Both required electrical relocation — the range outlet, microwave circuit, and countertop receptacles were all repositioned to align with the new cabinet elevations. New outlets were also added inside the appliance garage, ensuring countertop appliances can be used inside the garage without trailing cords across the workspace.
The Flooring
The original flooring and subfloor were fully demo’d to start fresh. New subfloor was prepped and a separation membrane was laid before the tile installation — a step that protects against cracking as the subfloor moves over time, especially important in an older Sacramento home.
The Bedrosians porcelain floor tile was laid in a two-tone checkerboard pattern — alternating white and soft gray tiles that add visual rhythm to the long galley without overwhelming the room. It’s a classic pattern that nods to the home’s character while reading as clean and modern against the Carrara and HAVSTORP palette above.
Before
AfterThe Result
Six weeks, $34,000, and every surface in the kitchen replaced — from subfloor to ceiling.
What makes this project worth studying isn’t just the finished product, though the finished product is striking. It’s the approach. A galley kitchen in a Sacramento neighborhood home, designed by the homeowner’s sister, built with IKEA cabinetry, and finished with materials — honed Carrara marble, Brizo fixtures, a Kohler farmhouse sink — that elevate the platform well beyond what most people expect from flat-pack frames. The HAVSTORP fronts, properly installed with flush inset construction and quality hardware, don’t read as IKEA. They read as custom.

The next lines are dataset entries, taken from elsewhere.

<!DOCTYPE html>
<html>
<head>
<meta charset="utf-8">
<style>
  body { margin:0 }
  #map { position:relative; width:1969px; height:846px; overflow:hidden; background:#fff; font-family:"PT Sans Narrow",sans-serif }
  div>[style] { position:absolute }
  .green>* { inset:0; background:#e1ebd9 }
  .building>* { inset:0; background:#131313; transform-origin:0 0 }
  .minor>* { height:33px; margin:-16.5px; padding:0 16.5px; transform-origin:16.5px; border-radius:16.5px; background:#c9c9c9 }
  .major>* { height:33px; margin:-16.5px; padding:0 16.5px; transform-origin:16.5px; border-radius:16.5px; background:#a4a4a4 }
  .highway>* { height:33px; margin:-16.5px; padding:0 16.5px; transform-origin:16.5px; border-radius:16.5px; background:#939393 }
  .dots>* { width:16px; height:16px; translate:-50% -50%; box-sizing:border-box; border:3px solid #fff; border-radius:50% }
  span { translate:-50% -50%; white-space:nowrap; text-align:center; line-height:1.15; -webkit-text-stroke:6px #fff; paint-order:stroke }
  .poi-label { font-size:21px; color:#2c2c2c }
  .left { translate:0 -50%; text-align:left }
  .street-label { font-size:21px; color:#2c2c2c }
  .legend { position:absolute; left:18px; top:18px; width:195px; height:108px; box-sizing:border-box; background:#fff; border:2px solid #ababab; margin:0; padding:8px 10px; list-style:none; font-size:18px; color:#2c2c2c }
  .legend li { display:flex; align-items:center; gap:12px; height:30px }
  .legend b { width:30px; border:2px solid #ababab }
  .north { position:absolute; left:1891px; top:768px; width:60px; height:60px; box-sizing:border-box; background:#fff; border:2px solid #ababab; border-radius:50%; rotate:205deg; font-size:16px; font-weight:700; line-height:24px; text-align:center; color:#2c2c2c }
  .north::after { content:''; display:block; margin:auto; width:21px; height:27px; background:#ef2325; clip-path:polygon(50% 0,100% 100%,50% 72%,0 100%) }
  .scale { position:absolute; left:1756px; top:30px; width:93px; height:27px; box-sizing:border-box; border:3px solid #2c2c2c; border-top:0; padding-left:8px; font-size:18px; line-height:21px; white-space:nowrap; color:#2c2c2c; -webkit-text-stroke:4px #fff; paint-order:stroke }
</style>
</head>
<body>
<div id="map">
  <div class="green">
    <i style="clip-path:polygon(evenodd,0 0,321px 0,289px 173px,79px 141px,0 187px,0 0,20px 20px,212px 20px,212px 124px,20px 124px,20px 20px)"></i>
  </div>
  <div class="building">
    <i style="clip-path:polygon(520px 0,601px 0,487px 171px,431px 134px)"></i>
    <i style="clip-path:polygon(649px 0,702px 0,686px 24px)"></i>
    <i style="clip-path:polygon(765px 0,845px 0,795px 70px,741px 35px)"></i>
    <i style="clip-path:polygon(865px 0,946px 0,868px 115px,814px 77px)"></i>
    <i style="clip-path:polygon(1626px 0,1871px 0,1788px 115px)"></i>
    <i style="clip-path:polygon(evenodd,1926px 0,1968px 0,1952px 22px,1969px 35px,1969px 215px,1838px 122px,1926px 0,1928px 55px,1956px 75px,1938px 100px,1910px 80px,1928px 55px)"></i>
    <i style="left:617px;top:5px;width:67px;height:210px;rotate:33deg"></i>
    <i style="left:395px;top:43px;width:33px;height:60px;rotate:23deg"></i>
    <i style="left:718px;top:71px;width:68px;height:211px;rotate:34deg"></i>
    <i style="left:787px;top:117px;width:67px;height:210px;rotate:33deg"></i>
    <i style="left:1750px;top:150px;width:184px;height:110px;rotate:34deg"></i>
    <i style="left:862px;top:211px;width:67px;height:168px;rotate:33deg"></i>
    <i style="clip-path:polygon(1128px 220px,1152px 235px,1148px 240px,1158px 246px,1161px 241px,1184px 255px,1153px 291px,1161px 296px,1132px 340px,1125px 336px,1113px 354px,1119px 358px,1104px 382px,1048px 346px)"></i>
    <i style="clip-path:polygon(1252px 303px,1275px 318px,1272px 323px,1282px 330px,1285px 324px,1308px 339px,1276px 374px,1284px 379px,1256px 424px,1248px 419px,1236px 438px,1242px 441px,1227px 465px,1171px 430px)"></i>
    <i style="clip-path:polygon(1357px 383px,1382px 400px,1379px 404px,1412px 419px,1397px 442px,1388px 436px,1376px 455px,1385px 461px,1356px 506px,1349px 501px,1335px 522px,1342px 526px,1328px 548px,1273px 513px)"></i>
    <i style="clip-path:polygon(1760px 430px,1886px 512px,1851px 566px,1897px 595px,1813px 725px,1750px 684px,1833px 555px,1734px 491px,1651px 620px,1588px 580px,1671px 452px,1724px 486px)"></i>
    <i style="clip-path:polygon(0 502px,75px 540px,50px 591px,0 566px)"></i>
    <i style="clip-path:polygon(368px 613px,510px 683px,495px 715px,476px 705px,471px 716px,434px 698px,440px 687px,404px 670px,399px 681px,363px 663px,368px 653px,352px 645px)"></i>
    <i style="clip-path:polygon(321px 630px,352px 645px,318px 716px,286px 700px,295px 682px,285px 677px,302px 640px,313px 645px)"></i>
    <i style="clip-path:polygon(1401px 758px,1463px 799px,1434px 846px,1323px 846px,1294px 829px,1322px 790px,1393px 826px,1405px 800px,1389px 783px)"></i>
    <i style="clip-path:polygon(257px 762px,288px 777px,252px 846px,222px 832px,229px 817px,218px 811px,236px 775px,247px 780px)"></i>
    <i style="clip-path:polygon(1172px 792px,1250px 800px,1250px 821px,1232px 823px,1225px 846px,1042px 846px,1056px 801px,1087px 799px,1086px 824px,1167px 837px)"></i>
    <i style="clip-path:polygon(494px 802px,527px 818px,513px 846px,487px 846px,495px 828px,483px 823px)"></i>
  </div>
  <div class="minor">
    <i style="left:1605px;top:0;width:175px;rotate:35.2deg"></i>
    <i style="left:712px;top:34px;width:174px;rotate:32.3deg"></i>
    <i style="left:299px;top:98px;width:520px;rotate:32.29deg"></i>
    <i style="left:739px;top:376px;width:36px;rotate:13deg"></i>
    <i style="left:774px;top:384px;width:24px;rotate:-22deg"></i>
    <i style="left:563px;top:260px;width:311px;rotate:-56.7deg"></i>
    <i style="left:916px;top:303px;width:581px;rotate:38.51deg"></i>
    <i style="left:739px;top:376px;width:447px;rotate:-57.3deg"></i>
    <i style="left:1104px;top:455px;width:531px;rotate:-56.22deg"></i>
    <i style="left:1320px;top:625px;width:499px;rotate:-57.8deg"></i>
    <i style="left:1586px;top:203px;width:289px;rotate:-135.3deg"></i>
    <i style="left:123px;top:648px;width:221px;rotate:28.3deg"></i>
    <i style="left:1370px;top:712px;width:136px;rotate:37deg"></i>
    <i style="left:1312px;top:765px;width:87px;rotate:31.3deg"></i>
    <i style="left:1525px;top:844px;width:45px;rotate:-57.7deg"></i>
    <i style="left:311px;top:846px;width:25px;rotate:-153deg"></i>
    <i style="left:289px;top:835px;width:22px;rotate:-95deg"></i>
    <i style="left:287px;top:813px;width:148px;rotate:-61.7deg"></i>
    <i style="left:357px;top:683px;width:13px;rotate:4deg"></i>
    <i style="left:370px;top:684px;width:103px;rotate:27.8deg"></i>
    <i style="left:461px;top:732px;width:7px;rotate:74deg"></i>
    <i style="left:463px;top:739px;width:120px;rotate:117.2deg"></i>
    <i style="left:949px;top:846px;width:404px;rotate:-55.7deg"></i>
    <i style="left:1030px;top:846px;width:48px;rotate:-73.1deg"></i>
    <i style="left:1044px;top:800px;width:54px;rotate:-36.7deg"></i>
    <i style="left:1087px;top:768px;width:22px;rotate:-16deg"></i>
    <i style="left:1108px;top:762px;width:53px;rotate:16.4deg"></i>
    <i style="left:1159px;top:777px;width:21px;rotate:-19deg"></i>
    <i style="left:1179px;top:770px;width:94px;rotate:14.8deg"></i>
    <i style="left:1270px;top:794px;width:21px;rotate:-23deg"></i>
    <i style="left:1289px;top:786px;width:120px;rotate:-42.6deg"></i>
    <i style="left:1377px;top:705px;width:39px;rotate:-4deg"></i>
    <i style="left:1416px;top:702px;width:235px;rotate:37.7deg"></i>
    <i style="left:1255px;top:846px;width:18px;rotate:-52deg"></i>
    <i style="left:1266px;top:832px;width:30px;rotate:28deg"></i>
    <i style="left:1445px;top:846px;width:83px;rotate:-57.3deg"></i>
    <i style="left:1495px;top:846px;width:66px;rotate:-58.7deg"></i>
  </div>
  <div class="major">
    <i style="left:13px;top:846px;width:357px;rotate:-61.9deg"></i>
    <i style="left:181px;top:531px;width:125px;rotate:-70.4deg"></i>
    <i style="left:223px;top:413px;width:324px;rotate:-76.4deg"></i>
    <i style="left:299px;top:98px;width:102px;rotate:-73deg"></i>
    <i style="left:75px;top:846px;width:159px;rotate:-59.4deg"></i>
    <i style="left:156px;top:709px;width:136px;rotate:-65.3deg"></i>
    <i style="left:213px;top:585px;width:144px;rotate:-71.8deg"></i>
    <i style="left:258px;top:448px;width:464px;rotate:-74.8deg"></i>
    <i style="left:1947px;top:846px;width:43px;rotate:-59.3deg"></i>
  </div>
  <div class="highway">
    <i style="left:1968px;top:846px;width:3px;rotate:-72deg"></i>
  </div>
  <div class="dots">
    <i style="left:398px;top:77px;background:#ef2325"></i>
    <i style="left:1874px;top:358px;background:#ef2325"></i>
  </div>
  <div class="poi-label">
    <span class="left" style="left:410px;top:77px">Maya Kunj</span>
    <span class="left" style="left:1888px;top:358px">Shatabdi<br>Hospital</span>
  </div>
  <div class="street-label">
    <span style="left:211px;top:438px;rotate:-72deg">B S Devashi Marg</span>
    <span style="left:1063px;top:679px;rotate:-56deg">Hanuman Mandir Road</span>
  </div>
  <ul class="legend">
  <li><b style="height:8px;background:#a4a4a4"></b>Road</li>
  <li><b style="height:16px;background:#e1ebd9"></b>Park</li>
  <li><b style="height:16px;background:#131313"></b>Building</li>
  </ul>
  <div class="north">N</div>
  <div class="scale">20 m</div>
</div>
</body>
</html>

The structural moves made a difference too. The widened passageway to the dining room turned a closed-off galley into a space that connects to the rest of the house. The recentered window balanced the end wall and improved natural light. These aren’t expensive changes on their own, but they’re the kind of decisions that separate a cabinet-and-countertop swap from a real remodel.
This project began with a sister’s referral and ended with a kitchen that the homeowners are proud to cook in, gather around, and show off. That’s the best kind of return client — the one who comes back because the first experience earned it.